Saskatoon family awaits answer on treatment for crippling disease

Three children all suffer from genetic enzyme deficiency that could lead to early death
CBC News Posted: Sep 15, 2015 5:30 AM CT Last Updated: Sep 15, 2015 6:43 AM CT

A family in Saskatoon is waiting and hoping for the solution to a triple heartbreak. Three of the five children suffer from a crippling genetic disease that could kill them.

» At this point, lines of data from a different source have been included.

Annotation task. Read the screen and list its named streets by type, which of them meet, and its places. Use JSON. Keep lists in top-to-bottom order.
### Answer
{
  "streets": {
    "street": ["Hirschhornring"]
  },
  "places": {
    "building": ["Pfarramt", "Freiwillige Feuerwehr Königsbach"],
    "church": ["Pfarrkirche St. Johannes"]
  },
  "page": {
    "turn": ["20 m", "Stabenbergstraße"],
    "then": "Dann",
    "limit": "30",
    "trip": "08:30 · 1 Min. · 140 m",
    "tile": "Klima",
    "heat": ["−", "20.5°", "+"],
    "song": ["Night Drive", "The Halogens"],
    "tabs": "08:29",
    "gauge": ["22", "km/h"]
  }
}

Muhammad Abdullah, 12, Khadija Amir, 10 and Sara Amir, 8 all have a rare enzyme deficiency called Morquio A Syndrome (also called MPS IV type A).

“Until the age of three to four nobody can judge that there’s anything wrong with them actually,” their father, Muhammad Amir Akhter said. “After that the symptoms appear, and almost every part of the body is affected.”

Without the missing enzyme, cellular waste builds up in the bones, tissues, organs and muscles.

The condition is stunting the children’s growth, twisting their joints, affecting their eyesight and hearing, and making it tough for them to breathe. Two of them use wheelchairs at school.

It’s so rare, it only appears in an estimated one out of every 200,000 to 300,000 children.

Hope placed in costly synthetic enzyme

There is no cure. But a synthetic enzyme called Vimizim could slow or even halt the progression of their disease, and help them live longer.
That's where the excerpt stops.